*WHAT IS EXPECTED*.
Below is a listing. Copy each line of it that holds the word "strokeStyle".

*SUPPLIED DATA*.
§
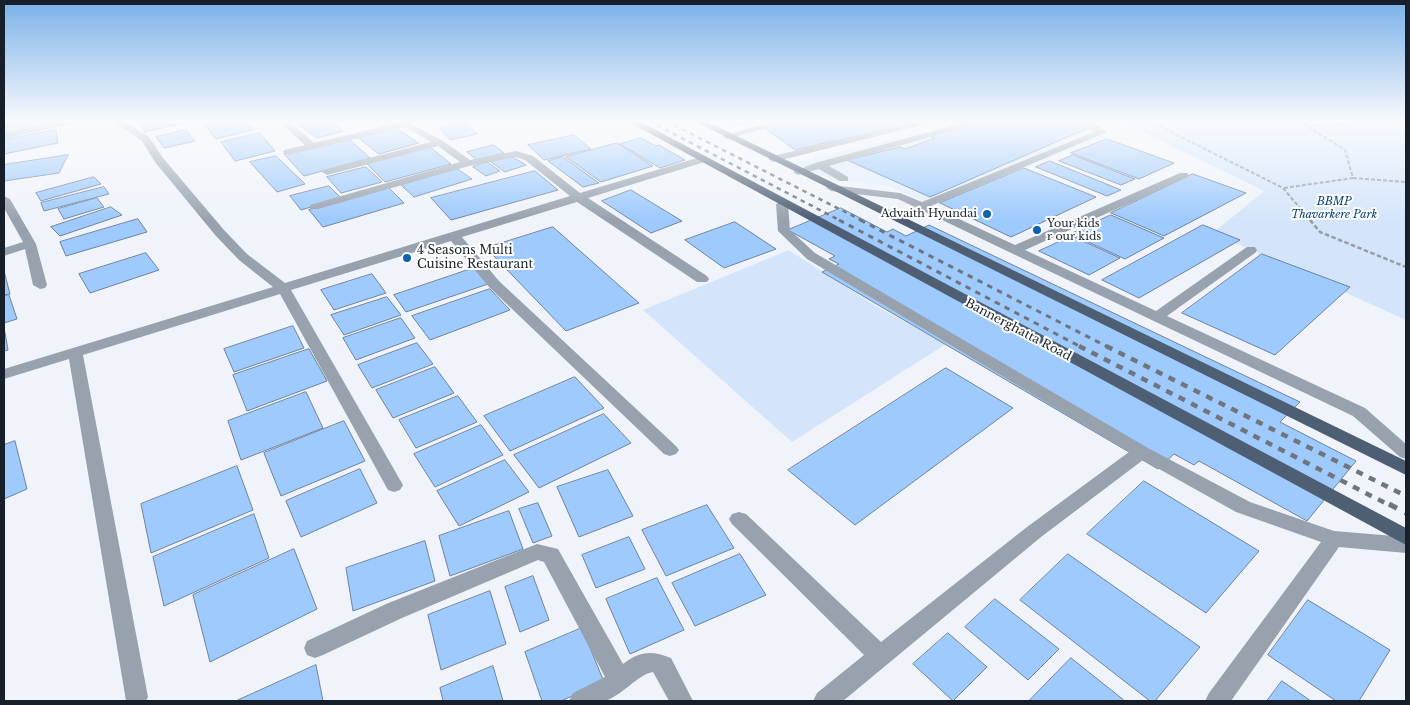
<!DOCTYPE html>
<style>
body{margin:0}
#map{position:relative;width:1410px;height:705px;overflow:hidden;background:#f0f4fa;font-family:"Libre Baskerville",serif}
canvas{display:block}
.frame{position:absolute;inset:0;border:5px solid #17202a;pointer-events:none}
</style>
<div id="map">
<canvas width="1410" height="705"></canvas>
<div class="frame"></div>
</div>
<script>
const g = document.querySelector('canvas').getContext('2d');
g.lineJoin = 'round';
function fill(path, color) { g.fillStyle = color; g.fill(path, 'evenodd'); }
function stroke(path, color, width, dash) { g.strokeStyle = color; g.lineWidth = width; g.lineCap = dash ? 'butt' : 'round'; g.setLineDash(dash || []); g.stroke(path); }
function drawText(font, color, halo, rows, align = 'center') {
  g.font = font + ' "Libre Baskerville",serif'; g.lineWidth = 4; g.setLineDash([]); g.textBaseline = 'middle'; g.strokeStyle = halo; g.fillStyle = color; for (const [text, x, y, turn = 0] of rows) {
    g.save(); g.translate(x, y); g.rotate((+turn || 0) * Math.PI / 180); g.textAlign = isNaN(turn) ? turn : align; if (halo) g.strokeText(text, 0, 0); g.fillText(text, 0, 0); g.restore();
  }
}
const built = new Path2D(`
 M 961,121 L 1085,121 L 1109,134 L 933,205 L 887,185 L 835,181 L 797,163 Z`);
const green = new Path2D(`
 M 1120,121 L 1406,121 L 1406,320 L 1213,233 L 1264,191 Z
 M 789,250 L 874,305 L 946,344 L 792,442 L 643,310 Z`);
const stream = new Path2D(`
 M 725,121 L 757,121 L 736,126 Z`);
const building = new Path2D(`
 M 14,121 L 47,121 L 48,126 L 4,135 L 4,123 Z
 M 139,121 L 193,121 L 145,132 Z
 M 223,121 L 244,121 L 253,130 L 216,139 L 205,125 Z
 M 329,121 L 343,131 L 317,138 L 294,122 Z
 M 800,121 L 924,121 L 795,150 L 765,128 Z
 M 991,121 L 1067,121 L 1088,128 L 930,197 L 847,160 L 900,147 L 905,149 L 935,138 L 930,136 Z
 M 466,122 L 477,134 L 450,140 L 440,128 Z
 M 394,127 L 419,143 L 379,154 L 357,137 Z
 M 56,130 L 58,143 L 4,154 L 4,140 Z
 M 186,130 L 195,141 L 164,148 L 156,137 Z
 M 260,133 L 275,151 L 235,161 L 221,142 Z
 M 574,135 L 591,149 L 544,160 L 528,145 Z
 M 348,138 L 370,158 L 304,176 L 284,154 Z
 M 641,138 L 656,146 L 659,145 L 685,160 L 660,168 L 620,144 Z
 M 1107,139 L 1174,163 L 1139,179 L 1071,153 Z
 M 617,143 L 653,166 L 601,182 L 566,157 Z
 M 494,145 L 504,153 L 477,160 L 467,152 Z
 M 430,147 L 451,164 L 385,182 L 366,163 Z
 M 68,155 L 59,173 L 4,181 L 4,165 Z
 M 1073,155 L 1135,179 L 1121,185 L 1059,161 Z
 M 276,156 L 305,184 L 277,192 L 250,162 Z
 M 511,156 L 526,165 L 505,172 L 491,162 Z
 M 563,157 L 599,183 L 583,187 L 548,161 Z
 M 1050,161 L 1121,190 L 1107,196 L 1036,167 Z
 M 487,162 L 500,171 L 486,176 L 473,167 Z
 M 366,167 L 382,182 L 341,193 L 327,177 Z
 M 456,168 L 472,179 L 414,197 L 401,185 Z
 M 1024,168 L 1096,197 L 1011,237 L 940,203 Z
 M 535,171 L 558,190 L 451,220 L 431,198 Z
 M 1193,174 L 1246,193 L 1164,236 L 1111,213 Z
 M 94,177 L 101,184 L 41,201 L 36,193 Z
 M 329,186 L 341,198 L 301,210 L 290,196 Z
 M 104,187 L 109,194 L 44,211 L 41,203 Z
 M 388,187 L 404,203 L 323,227 L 309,210 Z
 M 631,190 L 682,221 L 651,233 L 602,201 Z
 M 97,198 L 104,207 L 64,219 L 58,209 Z
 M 111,207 L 122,215 L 60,236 L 51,227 Z
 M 841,208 L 887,232 L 893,229 L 906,236 L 929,225 L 1300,402 L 1280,422 L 1356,461 L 1307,521 L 1199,461 L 1194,465 L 1174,454 L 1158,469 L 822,272 L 839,264 L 829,259 L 835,256 L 788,230 Z
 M 1111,215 L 1164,238 L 1125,259 L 1071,234 Z
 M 138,219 L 147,232 L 66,256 L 60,242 Z
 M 735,222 L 776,249 L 724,268 L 685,240 Z
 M 1203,225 L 1240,240 L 1139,298 L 1102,280 Z
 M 553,227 L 639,303 L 566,331 L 486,248 Z
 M 1072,236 L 1120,258 L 1089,275 L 1039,251 Z
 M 146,253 L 159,270 L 90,293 L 79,274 Z
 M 1262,254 L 1350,287 L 1275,355 L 1182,313 Z
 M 474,268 L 488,284 L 406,312 L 394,295 Z
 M 4,271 L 10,294 L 4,295 Z
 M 372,274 L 386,293 L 334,310 L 321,290 Z
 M 490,289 L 510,310 L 430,340 L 412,316 Z
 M 9,295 L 17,319 L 4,323 L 4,296 Z
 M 387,297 L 401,315 L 344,335 L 331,315 Z
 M 401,318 L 415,338 L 356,360 L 343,338 Z
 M 293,326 L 304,348 L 234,372 L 224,349 Z
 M 4,327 L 8,350 L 4,351 Z
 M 417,343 L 433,364 L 372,388 L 358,365 Z
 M 309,349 L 327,381 L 247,411 L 233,375 Z
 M 435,367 L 454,393 L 393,418 L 376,390 Z
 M 946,368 L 1013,408 L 855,525 L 788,470 Z
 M 575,377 L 604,408 L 510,451 L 484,416 Z
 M 306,392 L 323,428 L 241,460 L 228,421 Z
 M 458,396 L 477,422 L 416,448 L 399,420 Z
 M 604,414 L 631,443 L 539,488 L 514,455 Z
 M 344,421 L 365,461 L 281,496 L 264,453 Z
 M 481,425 L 503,455 L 435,487 L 414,454 Z
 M 15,441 L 27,489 L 4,499 L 4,445 Z
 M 505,460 L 529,492 L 459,526 L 437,491 Z
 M 237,466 L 253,510 L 151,553 L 141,504 Z
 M 360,469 L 377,503 L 301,537 L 286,501 Z
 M 608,470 L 633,516 L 579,537 L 557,487 Z
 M 1144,481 L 1259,551 L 1206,613 L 1087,534 Z
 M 538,503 L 552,536 L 533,543 L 519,509 Z
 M 707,505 L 734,548 L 666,576 L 642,530 Z
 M 509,511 L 523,549 L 450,576 L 439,536 Z
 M 254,514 L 269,558 L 164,606 L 153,557 Z
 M 629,537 L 645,569 L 596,588 L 582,555 Z
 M 425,541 L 435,581 L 353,611 L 346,568 Z
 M 294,549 L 317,609 L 210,662 L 193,595 Z
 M 740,554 L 766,595 L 695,626 L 672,583 Z
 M 1068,554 L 1200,647 L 1155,701 L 1150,701 L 1020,600 Z
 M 533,576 L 549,620 L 520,632 L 505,587 Z
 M 657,578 L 684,630 L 630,654 L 606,599 Z
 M 490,591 L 506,644 L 441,670 L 428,615 Z
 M 995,599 L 1059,649 L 1028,680 L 965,627 Z
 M 1308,600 L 1390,650 L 1359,701 L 1336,701 L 1268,655 Z
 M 582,628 L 604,682 L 561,701 L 542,701 L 525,652 Z
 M 948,633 L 987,667 L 953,701 L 913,664 Z
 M 1071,658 L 1125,701 L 1029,701 Z
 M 316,665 L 323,701 L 236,701 Z
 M 493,666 L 503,701 L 443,701 L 440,688 Z
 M 1282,681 L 1311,701 L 1267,701 Z`);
const pathFar1 = new Path2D(`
 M 1149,121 L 1283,188 L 1311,221
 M 1306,125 L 1406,123
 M 1353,178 L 1406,182
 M 1284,188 L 1353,178 L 1345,150 L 1299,121`);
const path = new Path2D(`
 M 1310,220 L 1320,232 L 1406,267`);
const minor = new Path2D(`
 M 64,121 L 83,121 L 4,139 L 4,133 Z
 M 113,121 L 124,121 L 149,137 L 163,158 L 224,230 L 247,254 L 285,283 L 570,196 L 525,160 L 516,157 L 469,166 L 318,209 L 310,209 L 310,205 L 460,162 L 438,146 L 327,175 L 322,172 L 323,170 L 431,142 L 405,127 L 288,155 L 283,152 L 284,150 L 305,145 L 279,121 L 289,121 L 314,143 L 406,121 L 443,141 L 470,160 L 516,151 L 533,156 L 580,193 L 700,157 L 708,157 L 708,161 L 588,198 L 707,276 L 709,279 L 707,282 L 697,282 L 577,202 L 462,237 L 499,281 L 676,446 L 679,450 L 676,454 L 670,456 L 664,454 L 489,287 L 451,241 L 291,290 L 403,485 L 400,490 L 394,492 L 388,490 L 280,294 L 83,355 L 148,697 L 146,701 L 126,701 L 69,359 L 4,379 L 4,369 L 273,287 L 239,260 L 216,236 L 155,162 L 142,141 Z
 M 775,121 L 792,121 L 727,139 L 722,136 Z
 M 921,121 L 938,121 L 773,162 L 768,159 L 773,156 Z
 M 970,121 L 985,121 L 829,166 L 848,177 L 848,181 L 840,181 L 819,169 L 798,175 L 793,172 L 815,163 Z
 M 1078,121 L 1089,121 L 1107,132 L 931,206 L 1015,245 L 1180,173 L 1188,173 L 1188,177 L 1025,250 L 1156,311 L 1247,247 L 1255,247 L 1257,250 L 1255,253 L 1167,316 L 1365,408 L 1406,444 L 1406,459 L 1400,457 L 1353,416 L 898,199 L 831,191 L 826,188 L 831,185 L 900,193 L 922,202 L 1094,132 Z
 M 4,196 L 10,199 L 36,244 L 47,285 L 45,288 L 40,289 L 33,285 L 25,249 L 4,256 L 4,248 L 23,242 L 4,208 Z
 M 782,201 L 788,204 L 790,230 L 815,253 L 1148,448 L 1250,502 L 1334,531 L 1406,537 L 1406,553 L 1339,547 L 1231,701 L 1205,701 L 1209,693 L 1321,542 L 1236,512 L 1143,460 L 1041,537 L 843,701 L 813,701 L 817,693 L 864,655 L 732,524 L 729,519 L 732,514 L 739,512 L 746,514 L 881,642 L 1027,527 L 1129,452 L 807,259 L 778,231 L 776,204 Z
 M 537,544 L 558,549 L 623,664 C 639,651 652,650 671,658 L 693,701 L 669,701 L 653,672 C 637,675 623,695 605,701 C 595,704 580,701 569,701 L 573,693 L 605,677 L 544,562 L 538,560 L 402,618 L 323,655 L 315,658 L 307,655 L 304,648 L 307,641 L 386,604 Z`);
const major = new Path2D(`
 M 627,121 L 639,121 L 1406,528 L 1406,545 Z
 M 694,121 L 706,121 L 1406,461 L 1406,475 Z`);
const railFar3 = new Path2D(`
 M 649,121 L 841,221
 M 666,121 L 863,221`);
const railFar2 = new Path2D(`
 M 839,220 L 1081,347
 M 860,220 L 1108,347`);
const railFar1 = new Path2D(`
 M 1079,346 L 1391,506
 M 1106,346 L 1406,496`);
const rail = new Path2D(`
 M 1389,504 L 1406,513`);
const markers = [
 [987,214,5,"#0b62b0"],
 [1037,230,5,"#0b62b0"],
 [407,258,5,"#0b62b0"]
];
const farParknames = [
 ["BBMP",1334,202],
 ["Thavarkere Park",1334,215]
];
const farPoinames = [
 ["Advaith Hyundai",977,214],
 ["Your kids",1047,224,"left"],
 ["r our kids",1047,237,"left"]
];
const poiNames = [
 ["4 Seasons Multi",417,251],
 ["Cuisine Restaurant",417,265]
];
const streetNames = [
 ["Bannerghatta Road",1018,330,28]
];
fill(built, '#e2eefc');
fill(green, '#d4e5fb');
fill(stream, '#73aae8');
fill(building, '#9ecafd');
stroke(building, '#6d839c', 1);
stroke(pathFar1, '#979da5', 2, [4, 2]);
stroke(path, '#979da5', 2.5, [4.5, 2.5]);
fill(minor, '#98a2ae');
fill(major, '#4e5f73');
stroke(railFar3, '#6e757d', 2.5, [4.5, 4.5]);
stroke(railFar2, '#6e757d', 3, [5.5, 5.5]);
stroke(railFar1, '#6e757d', 4.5, [7, 7]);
stroke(rail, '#6e757d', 5, [9, 9]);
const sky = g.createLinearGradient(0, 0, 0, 220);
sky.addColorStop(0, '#79b0e8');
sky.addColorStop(0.55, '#f8fafd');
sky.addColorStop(1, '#f8fafd00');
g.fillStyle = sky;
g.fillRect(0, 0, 1410, 220);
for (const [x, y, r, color] of markers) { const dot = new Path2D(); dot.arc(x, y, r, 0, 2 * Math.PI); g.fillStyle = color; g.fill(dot); stroke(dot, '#fff', 2); }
drawText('italic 11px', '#003e75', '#fff', farParknames);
drawText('11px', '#17202a', '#fff', farPoinames, 'right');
drawText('12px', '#17202a', '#fff', poiNames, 'left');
drawText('12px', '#17202a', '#fff', streetNames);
</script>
§
*RESULT OF THE TASK*.
function stroke(path, color, width, dash) { g.strokeStyle = color; g.lineWidth = width; g.lineCap = dash ? 'butt' : 'round'; g.setLineDash(dash || []); g.stroke(path); }
  g.font = font + ' "Libre Baskerville",serif'; g.lineWidth = 4; g.setLineDash([]); g.textBaseline = 'middle'; g.strokeStyle = halo; g.fillStyle = color; for (const [text, x, y, turn = 0] of rows) {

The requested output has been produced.